The current system operates by generating a narrative path based on a human user's selection from one out of six morals found in Aesop's fables: retribution, greed, pride, realistic expectations, recklessness and reward. After the desired moral outcome is selected, the computer produces a sequence of events, with characters capable of experiencing a total of twenty-two emotions.
More elaborate storytelling, according to Sarlej, would require a rudimentary grasp of common sense. Which, generally speaking, is still pretty much a human thing (for those of you keeping score at home that's robots: infinity, humans: 2.3). But supervisor of the project and artificial intelligence expert Dr. Malcolm Ryan, predicts that "computers will be making interesting and meaningful contributions to literature within the decade." Though he also admits that "they might be more experimental than mainstream, but the computer will definitely be doing some of the work of writing."

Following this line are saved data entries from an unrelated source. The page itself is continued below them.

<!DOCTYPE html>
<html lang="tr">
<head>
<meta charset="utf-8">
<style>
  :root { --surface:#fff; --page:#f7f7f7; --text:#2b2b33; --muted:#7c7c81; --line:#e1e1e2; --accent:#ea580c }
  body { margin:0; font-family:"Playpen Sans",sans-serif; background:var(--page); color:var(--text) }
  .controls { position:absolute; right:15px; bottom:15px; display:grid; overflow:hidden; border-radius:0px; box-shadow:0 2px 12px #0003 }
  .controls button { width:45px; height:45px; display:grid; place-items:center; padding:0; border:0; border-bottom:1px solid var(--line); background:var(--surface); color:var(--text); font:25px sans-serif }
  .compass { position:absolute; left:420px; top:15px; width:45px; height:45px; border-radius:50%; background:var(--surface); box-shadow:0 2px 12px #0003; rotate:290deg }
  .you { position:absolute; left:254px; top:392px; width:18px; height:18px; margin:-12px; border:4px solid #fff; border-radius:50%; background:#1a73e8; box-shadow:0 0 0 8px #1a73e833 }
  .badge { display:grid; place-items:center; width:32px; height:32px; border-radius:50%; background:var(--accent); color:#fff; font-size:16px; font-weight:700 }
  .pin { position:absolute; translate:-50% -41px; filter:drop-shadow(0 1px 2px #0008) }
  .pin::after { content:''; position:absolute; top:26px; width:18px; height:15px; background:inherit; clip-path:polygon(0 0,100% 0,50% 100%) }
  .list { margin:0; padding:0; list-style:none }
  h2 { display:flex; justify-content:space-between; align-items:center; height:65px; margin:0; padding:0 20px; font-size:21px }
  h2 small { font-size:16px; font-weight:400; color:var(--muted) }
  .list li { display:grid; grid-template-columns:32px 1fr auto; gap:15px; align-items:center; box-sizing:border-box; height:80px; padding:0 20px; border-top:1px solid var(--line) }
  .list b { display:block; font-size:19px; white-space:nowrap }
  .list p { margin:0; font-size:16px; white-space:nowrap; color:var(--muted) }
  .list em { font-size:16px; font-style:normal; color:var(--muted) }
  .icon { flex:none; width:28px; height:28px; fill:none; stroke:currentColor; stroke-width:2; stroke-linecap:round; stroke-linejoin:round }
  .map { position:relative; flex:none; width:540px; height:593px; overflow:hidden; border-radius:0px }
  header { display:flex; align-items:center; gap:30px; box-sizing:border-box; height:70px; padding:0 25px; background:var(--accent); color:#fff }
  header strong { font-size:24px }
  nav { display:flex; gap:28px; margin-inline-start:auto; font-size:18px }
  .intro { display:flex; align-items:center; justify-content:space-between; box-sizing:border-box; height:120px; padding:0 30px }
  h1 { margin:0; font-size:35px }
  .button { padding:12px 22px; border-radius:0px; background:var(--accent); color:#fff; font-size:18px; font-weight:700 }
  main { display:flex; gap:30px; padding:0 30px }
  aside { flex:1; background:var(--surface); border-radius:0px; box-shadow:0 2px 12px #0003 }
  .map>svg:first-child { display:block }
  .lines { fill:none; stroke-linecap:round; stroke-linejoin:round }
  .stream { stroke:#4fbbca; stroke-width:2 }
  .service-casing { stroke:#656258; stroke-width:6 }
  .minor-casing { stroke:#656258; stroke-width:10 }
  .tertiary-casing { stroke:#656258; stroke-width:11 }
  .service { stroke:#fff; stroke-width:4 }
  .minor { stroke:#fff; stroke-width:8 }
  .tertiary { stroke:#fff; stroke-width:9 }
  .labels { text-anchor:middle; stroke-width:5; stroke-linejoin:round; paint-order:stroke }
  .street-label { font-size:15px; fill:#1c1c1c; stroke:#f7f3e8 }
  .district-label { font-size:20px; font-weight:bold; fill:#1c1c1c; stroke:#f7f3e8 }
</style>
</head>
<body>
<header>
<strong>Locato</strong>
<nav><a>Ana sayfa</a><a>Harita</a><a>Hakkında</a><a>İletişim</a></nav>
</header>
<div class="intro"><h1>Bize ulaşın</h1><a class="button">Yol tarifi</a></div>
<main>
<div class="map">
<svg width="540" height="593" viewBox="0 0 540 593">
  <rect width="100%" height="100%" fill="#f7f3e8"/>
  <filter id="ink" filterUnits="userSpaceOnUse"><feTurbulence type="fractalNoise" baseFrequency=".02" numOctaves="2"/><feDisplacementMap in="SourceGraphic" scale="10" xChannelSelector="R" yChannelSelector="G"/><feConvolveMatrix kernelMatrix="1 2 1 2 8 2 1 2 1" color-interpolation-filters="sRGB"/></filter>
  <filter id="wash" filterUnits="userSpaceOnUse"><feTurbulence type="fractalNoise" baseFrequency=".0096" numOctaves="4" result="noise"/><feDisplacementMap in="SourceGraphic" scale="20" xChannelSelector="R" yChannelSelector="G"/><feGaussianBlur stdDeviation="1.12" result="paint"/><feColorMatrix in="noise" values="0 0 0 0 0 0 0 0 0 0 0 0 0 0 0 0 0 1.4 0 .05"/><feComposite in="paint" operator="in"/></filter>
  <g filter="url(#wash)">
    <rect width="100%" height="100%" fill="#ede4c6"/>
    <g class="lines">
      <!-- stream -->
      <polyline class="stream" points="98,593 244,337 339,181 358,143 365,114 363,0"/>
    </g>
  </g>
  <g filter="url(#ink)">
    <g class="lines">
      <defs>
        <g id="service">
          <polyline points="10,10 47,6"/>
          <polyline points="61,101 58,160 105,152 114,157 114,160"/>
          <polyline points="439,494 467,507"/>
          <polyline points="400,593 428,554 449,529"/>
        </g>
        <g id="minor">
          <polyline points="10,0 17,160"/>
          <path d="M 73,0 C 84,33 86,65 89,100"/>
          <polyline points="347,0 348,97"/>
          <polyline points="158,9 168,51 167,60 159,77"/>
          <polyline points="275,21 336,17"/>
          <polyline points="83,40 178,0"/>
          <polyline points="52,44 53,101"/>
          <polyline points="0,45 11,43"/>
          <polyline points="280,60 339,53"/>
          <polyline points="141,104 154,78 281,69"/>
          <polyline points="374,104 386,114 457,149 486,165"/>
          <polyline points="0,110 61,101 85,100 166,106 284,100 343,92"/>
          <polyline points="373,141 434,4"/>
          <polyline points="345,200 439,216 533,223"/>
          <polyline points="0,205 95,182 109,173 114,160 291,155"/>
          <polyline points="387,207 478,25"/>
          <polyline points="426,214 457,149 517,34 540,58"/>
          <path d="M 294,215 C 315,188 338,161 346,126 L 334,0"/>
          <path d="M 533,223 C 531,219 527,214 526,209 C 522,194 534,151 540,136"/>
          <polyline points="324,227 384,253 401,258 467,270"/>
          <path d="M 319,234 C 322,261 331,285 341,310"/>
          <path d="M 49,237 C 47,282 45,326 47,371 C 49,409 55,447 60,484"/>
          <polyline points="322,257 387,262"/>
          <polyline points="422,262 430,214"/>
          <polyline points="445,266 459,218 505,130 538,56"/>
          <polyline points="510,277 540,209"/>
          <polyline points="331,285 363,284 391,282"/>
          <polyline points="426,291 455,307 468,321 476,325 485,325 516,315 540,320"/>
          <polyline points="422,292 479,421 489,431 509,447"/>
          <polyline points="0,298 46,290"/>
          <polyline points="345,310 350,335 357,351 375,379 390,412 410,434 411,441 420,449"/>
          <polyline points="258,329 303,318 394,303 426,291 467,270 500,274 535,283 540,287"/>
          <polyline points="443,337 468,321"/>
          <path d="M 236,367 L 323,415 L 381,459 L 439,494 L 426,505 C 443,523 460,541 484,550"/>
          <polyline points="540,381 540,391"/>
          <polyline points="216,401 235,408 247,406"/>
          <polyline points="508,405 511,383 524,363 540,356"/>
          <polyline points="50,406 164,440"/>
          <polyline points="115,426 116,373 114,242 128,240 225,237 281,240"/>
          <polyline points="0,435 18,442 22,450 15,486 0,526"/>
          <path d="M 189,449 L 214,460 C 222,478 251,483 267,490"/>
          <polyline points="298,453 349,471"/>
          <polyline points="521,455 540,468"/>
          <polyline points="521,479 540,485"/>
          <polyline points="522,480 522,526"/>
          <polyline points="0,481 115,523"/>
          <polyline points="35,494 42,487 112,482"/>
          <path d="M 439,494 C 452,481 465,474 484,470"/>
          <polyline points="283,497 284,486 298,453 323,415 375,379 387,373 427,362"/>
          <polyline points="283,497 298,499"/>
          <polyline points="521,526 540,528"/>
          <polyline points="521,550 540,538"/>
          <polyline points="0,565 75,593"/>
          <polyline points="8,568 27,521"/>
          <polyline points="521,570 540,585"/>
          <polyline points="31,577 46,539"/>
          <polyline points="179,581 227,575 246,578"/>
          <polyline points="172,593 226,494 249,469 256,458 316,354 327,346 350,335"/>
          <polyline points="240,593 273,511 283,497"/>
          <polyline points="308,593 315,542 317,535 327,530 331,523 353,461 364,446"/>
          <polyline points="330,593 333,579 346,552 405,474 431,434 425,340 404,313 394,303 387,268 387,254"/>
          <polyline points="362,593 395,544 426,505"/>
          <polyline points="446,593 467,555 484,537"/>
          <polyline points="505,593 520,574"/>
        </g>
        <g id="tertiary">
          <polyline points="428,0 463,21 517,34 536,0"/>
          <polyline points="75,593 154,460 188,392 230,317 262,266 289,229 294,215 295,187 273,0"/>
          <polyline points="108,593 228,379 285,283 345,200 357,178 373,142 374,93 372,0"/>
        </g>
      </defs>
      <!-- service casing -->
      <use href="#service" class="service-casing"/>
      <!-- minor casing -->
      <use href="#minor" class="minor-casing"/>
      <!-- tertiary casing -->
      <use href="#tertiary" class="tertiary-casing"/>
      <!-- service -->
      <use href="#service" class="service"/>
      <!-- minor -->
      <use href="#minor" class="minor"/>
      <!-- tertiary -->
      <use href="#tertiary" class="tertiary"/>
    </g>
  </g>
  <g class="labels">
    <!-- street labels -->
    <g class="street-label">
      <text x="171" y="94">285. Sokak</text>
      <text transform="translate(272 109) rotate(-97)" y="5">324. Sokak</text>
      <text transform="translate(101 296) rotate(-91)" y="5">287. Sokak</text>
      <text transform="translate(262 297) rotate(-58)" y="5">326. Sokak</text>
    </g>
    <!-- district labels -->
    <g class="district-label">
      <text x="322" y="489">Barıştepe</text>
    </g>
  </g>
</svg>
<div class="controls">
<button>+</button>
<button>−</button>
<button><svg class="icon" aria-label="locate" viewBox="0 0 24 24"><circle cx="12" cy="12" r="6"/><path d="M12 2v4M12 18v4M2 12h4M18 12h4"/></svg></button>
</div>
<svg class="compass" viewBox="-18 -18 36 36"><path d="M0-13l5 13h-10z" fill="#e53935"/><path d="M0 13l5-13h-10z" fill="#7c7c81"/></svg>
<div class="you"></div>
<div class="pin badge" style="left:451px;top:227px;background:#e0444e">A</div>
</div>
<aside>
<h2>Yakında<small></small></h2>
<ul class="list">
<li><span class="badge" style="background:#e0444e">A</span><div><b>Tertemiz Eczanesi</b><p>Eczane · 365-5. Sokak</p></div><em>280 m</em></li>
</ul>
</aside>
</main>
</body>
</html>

You hear that, everyone? That's the sound of Amazon and book publishers everywhere successfully starving out their human authors ten years from now.
But Sarlej emphasizes that, rather than looking to replace human authors, computer storytellers could work alongside their human counterparts to, "serve as a tool for developing new ways of experiencing story. The possibilities they offer for interactivity open up a wealth of opportunities that traditional authors have probably never even considered." She also believes the program could be used educationally, as a way to teach morals to children in more personally tailored ways, by using the specific characters and settings that will engage them most.
Here's an example of MOSS's work below:
Once upon a time there lived a dragon, a fairy and a princess. The dragon hated the fairy.
One summer's morning the dragon gave the treasure to the princess. As a result, the princess had the treasure. The princess felt joy that she had the treasure. The princess felt gratitude towards the dragon about giving the treasure to her because she had the treasure. The fairy and the princess started to love the dragon.
A short time later the princess killed the fairy. As a result, the fairy was dead. The dragon felt joy that the fairy was dead. The dragon felt gratitude towards the princess about killing the fairy because the fairy was dead.